Par un jugement n° 2402089 du 8 novembre 2024, le tribunal administratif de Caen a annulé l’arrêté du préfet du Calvados du 6 mai 2024, a enjoint au préfet du Calvados de réexaminer la situation de Mme A dans un délai de trois mois à compter de la notification du jugement à intervenir et, dans l’attente, de lui délivrer sans délai une autorisation provisoire de séjour avec autorisation de travailler et a rejeté le surplus des conclusions de Mme A.
Procédure devant la cour :
Par une requête, enregistrée le 29 novembre 2024, le préfet du Calvados demande à la cour :
1°) d’annuler ce jugement du tribunal administratif de Caen du 8 novembre 2024 ;
2°) de rejeter la demande d’annulation présentée en première instance par Mme A devant le tribunal administratif de Caen.
Il soutient que :
— un contrat d’engagement jeune ne saurait être assimilé à un contrat de travail au sens du droit de l’Union européenne ;
— Mme A n’a exercé, pour seule activité professionnelle, que quelques jours en qualité de monteuse au mois d’octobre 2023 ;
— la décision portant refus de séjour étant régulière, l’injonction ordonnée par les premiers juges devra être annulée ;
— l’Etat n’étant pas la partie perdante, il ne pouvait pas être condamné à verser à Mme A une somme sur le fondement de l’article L. 761-1 du code de justice administrative.

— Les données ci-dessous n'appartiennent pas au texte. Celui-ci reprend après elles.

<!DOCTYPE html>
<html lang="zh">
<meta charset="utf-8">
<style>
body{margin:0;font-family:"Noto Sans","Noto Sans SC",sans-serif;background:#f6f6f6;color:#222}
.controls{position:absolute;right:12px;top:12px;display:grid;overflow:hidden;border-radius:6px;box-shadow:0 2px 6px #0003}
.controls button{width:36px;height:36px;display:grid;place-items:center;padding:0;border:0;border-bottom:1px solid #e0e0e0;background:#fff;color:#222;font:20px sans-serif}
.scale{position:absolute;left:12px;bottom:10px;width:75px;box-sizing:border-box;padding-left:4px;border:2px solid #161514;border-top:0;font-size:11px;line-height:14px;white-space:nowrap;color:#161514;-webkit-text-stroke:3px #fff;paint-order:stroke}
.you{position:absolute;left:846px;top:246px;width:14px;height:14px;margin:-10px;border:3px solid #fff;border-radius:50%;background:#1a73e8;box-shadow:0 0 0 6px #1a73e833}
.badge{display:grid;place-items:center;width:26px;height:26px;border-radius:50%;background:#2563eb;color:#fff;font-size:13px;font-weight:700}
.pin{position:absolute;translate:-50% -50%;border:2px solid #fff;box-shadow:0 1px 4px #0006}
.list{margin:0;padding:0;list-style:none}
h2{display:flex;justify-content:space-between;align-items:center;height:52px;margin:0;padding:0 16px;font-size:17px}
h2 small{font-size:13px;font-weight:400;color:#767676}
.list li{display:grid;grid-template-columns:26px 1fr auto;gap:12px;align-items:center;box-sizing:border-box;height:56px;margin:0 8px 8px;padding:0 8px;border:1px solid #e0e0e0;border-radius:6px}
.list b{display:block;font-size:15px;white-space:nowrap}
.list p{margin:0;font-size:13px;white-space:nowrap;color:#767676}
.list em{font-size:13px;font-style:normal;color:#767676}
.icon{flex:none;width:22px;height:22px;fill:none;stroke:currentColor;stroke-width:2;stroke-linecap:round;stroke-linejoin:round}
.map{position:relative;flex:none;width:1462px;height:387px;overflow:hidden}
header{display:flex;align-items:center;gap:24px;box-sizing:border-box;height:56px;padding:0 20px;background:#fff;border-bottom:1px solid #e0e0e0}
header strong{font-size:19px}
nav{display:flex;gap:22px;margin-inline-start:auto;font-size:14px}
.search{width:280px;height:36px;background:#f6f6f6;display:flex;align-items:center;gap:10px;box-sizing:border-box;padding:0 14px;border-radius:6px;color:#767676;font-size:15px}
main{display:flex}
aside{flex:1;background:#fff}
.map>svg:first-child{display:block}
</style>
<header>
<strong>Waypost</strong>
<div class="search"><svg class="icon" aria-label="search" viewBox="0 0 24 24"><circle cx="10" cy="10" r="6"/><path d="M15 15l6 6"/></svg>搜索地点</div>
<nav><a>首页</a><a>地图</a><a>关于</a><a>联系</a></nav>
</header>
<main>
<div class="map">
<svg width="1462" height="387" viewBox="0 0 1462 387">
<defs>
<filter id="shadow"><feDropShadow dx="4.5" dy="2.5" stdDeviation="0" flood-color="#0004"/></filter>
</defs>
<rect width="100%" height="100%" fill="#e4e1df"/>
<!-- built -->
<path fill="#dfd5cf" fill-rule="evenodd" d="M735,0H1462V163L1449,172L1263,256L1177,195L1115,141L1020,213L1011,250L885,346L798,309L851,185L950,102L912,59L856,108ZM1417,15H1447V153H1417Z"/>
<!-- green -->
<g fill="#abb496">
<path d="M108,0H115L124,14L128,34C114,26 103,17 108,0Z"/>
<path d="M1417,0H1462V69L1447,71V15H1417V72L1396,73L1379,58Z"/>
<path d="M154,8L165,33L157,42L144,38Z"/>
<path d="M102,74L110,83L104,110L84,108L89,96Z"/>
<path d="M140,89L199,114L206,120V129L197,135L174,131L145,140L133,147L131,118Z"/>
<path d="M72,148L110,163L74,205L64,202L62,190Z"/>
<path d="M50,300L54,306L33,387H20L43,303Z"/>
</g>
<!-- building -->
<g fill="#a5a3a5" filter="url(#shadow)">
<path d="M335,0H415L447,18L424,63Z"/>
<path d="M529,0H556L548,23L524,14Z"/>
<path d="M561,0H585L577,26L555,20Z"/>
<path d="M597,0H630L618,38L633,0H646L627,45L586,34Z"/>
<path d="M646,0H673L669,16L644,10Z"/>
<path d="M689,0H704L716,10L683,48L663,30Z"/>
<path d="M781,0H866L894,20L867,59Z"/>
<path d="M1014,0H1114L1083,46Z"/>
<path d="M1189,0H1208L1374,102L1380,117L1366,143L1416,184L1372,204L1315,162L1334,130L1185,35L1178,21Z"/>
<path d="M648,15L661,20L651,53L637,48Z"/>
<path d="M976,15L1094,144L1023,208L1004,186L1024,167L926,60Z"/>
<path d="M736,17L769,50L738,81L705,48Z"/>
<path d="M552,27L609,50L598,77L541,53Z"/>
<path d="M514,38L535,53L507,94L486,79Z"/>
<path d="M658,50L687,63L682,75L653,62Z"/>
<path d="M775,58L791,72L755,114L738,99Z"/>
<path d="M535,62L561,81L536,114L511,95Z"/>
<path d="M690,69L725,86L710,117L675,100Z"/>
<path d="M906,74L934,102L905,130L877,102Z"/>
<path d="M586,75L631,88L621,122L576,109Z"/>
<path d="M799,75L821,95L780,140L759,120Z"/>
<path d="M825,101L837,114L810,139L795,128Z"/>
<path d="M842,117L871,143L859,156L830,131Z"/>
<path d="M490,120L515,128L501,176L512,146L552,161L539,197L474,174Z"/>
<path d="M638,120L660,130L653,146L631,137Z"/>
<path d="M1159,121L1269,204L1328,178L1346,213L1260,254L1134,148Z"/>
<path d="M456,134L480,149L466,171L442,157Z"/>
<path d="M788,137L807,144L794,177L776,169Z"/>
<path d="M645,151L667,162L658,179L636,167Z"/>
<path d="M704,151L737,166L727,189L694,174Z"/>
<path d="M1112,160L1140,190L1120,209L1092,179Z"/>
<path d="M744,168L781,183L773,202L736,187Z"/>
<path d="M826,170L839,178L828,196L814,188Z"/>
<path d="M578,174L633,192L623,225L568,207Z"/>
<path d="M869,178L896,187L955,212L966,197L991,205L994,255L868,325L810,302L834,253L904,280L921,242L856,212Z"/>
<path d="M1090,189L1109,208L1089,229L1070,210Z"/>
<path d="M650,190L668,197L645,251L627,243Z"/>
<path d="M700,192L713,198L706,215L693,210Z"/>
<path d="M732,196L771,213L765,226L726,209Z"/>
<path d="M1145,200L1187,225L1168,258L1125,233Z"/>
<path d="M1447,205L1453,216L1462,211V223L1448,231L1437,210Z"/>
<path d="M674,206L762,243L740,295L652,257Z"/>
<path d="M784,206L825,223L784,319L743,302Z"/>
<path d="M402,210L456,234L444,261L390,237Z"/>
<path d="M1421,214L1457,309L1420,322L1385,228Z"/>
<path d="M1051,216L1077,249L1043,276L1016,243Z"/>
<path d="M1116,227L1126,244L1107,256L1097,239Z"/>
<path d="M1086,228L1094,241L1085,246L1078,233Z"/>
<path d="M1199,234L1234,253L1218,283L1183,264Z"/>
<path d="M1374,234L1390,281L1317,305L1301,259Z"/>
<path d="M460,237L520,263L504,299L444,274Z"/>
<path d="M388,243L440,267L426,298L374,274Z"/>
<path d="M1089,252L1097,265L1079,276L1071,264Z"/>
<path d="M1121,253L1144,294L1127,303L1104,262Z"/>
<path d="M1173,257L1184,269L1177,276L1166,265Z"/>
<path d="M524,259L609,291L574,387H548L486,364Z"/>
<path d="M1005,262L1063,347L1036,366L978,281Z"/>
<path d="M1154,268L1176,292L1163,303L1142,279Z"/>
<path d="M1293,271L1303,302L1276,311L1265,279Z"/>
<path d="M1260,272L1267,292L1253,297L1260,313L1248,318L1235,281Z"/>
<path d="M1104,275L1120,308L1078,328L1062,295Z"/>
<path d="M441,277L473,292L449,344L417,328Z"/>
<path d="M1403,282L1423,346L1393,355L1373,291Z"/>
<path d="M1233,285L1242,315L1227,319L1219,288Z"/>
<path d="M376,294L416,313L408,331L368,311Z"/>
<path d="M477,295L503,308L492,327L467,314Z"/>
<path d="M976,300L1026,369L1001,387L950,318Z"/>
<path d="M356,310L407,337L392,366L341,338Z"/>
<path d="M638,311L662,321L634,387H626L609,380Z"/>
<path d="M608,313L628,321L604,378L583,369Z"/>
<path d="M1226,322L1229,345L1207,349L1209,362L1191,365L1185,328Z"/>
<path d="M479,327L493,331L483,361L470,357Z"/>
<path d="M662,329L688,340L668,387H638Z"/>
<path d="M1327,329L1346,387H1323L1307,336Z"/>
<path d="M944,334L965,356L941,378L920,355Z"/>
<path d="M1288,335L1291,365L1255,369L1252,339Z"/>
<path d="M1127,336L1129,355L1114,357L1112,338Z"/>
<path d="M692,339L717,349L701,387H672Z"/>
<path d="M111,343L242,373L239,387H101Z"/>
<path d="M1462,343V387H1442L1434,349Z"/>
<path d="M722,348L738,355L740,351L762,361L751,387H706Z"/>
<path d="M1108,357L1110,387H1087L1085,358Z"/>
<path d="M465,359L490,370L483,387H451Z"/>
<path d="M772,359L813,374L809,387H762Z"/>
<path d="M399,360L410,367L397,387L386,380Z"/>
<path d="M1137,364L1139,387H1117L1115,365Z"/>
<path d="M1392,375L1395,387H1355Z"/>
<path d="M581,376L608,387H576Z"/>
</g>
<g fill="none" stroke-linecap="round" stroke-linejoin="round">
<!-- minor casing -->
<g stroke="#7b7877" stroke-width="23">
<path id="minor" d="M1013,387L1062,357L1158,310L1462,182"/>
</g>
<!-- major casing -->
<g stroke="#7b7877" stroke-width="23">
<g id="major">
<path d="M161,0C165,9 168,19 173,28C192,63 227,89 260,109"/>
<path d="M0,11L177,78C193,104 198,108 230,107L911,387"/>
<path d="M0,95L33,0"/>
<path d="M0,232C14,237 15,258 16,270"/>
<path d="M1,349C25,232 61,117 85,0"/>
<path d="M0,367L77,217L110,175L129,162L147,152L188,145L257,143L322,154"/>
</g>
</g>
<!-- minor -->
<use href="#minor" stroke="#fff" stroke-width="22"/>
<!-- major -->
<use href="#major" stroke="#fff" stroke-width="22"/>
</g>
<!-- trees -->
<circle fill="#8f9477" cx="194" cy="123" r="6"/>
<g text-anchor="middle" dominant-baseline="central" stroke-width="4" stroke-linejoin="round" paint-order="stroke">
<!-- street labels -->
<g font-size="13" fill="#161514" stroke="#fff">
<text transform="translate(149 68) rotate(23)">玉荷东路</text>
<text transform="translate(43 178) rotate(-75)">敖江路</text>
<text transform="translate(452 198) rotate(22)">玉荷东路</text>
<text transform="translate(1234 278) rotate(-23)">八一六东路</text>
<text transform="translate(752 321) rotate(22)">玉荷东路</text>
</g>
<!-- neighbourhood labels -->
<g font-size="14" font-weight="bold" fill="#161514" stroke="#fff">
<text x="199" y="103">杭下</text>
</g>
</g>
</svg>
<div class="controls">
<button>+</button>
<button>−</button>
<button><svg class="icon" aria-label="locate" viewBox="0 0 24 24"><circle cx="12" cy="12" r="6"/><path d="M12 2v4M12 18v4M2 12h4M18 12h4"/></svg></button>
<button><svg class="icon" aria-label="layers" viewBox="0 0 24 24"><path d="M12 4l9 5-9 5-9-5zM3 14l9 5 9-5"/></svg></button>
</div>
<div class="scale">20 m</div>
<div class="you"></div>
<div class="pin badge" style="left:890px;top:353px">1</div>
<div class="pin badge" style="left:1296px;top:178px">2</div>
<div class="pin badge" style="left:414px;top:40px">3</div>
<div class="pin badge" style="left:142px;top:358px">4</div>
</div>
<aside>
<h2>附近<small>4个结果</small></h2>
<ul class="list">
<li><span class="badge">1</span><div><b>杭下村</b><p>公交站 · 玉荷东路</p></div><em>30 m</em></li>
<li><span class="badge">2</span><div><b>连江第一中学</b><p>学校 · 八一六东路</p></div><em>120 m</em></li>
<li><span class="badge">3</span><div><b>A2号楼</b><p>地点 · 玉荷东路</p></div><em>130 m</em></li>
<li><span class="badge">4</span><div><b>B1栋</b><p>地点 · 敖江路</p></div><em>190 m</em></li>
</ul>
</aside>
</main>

Par une ordonnance du 14 mars 2025, la clôture de l’instruction a été fixée au 25 avril 2025.
Un mémoire produit pour Mme A, représentée par Me Taforel, a été enregistré le 19 juin 2025.
Vu les autres pièces du dossier.
Vu :
— la convention européenne de sauvegarde des droits de l’homme et des libertés fondamentales ;
— le code de l’entrée et du séjour des étrangers et du droit d’asile ;
— le code du travail ;
— le code de justice administrative.
Les parties ont été régulièrement averties du jour de l’audience.

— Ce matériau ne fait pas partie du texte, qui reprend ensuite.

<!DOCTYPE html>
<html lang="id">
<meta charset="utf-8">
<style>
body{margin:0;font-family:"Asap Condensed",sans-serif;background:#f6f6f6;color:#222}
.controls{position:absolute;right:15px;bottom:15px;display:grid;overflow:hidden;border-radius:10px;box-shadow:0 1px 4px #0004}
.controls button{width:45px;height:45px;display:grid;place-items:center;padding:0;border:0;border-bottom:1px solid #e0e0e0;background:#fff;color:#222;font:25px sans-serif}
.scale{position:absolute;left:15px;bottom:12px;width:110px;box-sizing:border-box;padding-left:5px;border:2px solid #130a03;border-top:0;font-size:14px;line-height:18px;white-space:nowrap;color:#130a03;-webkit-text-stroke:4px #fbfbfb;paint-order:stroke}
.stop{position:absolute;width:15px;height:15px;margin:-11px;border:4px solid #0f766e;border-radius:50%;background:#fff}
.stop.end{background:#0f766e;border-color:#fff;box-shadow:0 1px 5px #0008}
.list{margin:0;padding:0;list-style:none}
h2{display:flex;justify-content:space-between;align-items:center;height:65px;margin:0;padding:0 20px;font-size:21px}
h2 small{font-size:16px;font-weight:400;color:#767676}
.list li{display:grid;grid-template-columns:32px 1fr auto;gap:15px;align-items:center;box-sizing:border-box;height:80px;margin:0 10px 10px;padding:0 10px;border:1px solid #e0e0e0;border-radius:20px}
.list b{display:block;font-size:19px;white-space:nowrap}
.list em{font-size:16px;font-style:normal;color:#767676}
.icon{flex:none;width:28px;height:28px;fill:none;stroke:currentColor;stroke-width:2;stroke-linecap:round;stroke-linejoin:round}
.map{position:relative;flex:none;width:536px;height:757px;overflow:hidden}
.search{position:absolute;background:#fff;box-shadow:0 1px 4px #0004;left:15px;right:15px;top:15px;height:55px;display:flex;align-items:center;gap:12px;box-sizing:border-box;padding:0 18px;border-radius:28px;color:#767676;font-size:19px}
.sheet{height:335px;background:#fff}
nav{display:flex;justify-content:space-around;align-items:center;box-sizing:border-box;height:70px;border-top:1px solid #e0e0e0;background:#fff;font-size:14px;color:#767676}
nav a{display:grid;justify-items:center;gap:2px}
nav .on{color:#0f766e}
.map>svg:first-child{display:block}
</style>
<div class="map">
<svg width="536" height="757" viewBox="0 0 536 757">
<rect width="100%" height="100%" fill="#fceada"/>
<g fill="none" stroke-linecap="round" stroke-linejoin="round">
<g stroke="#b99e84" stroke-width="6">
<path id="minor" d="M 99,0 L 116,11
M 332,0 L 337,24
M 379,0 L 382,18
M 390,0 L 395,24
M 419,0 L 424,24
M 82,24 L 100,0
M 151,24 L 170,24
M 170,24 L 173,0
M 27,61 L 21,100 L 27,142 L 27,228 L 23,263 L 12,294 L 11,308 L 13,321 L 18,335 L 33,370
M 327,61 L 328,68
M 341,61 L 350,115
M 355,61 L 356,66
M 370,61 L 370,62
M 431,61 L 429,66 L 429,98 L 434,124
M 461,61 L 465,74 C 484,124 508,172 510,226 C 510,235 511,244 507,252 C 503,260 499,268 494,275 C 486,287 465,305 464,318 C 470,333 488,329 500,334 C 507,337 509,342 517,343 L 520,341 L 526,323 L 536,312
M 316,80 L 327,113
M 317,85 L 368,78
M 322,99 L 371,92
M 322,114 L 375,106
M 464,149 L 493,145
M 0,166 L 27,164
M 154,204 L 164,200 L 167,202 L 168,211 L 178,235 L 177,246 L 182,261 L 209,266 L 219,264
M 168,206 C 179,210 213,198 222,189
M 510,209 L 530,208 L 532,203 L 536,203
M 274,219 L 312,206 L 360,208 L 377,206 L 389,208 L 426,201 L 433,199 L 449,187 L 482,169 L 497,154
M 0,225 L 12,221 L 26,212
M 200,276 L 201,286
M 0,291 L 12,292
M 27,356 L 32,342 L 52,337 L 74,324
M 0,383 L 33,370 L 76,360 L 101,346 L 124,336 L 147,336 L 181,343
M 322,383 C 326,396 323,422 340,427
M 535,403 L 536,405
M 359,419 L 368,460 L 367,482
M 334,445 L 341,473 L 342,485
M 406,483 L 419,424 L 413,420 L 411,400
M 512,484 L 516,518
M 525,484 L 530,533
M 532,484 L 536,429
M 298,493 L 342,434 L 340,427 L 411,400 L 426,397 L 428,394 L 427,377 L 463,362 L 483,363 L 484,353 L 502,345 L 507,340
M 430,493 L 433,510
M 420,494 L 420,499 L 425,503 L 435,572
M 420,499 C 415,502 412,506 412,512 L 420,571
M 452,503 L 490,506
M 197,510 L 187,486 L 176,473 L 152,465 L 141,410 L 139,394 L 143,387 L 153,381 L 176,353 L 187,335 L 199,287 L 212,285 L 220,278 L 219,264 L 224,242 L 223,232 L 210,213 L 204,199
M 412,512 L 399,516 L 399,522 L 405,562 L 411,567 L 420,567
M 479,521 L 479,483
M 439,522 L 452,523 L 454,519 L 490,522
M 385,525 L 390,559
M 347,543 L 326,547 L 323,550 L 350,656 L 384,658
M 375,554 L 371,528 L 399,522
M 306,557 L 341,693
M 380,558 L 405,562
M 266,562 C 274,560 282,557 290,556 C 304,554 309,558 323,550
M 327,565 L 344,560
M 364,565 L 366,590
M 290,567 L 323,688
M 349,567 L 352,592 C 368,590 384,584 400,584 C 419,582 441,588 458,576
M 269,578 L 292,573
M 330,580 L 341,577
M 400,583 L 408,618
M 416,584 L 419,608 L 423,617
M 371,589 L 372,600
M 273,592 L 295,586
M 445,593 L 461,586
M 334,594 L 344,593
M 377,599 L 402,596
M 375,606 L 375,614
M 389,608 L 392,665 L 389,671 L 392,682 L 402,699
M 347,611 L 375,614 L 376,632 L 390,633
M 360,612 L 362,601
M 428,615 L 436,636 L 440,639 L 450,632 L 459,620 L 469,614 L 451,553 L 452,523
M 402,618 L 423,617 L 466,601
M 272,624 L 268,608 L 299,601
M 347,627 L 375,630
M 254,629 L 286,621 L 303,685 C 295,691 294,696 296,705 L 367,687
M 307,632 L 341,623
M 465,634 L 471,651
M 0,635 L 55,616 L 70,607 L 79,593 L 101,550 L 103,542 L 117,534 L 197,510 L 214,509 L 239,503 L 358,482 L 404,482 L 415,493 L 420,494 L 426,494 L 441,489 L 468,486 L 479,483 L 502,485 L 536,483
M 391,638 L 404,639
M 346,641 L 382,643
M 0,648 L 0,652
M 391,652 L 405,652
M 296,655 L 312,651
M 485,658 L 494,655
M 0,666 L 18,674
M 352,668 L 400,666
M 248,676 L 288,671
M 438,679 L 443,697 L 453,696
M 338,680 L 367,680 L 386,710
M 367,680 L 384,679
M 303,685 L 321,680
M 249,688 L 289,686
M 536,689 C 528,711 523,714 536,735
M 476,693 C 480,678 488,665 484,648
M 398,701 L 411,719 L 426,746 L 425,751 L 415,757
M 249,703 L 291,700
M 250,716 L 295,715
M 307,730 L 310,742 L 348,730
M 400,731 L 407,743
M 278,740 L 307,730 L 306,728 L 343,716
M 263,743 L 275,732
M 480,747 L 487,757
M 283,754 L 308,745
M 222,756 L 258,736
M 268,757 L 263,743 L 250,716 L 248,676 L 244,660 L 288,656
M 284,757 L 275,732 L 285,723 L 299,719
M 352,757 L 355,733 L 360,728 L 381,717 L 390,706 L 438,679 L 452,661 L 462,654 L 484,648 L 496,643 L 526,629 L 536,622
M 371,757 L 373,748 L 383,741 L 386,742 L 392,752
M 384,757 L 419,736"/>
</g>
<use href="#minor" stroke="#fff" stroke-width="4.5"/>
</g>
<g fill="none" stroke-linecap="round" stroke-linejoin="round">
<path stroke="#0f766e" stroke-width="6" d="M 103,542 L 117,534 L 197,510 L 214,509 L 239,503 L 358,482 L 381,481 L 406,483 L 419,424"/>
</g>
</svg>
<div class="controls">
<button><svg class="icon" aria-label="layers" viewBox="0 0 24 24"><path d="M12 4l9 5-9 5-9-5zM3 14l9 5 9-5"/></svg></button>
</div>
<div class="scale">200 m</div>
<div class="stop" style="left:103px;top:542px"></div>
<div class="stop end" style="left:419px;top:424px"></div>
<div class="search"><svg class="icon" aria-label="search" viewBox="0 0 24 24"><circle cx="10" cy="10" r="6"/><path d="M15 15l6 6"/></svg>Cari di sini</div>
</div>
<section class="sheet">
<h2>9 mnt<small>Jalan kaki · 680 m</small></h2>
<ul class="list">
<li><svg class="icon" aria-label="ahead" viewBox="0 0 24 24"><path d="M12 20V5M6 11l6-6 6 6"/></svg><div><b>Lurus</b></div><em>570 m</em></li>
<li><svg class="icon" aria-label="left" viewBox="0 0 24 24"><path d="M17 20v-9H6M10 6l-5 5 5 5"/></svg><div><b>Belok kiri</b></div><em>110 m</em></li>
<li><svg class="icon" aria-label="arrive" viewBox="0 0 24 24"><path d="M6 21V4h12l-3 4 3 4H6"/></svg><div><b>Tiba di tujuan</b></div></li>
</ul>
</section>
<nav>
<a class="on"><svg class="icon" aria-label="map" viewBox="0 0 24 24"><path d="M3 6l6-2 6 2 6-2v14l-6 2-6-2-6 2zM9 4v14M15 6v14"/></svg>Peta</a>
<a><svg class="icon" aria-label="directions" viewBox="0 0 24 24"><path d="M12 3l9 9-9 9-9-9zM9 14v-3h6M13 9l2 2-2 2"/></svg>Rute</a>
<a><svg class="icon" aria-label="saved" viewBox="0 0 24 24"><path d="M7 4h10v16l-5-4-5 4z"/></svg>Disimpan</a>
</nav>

Ont été entendus au cours de l’audience publique :
— le rapport de Mme Picquet,
— et les conclusions de Mme Rosemberg, rapporteure publique.
— et les observations de Me Taforel représentant Mme A.
Considérant ce qui suit :
1. Mme A, ressortissante roumaine née le 3 septembre 1999, est entrée en France, selon ses déclarations, le 5 octobre 2019. Elle a sollicité le 14 août 2023 son admission au séjour pour obtenir un titre de séjour mention « citoyen UE/EEE/Suisse toutes activités professionnelles » sur le fondement des dispositions de l’article L. 233-1 du code de l’entrée et du séjour des étrangers et du droit d’asile. Par un arrêté du 6 mai 2024, dont Mme A a demandé au tribunal administratif de Caen l’annulation, le préfet du Calvados a refusé de lui délivrer le titre de séjour sollicité, lui a fait obligation de quitter le territoire français dans un délai de trente jours et a fixé le pays à destination. Par un jugement du 8 novembre 2024, le tribunal a annulé l’arrêté du préfet du Calvados du 6 mai 2024, a enjoint au préfet du Calvados de réexaminer la situation de Mme A dans un délai de trois mois à compter de la notification de ce jugement et, dans l’attente, de lui délivrer sans délai une autorisation provisoire de séjour avec autorisation de travailler et a rejeté le surplus de la demande de Mme A. Le préfet du Calvados fait appel de ce jugement.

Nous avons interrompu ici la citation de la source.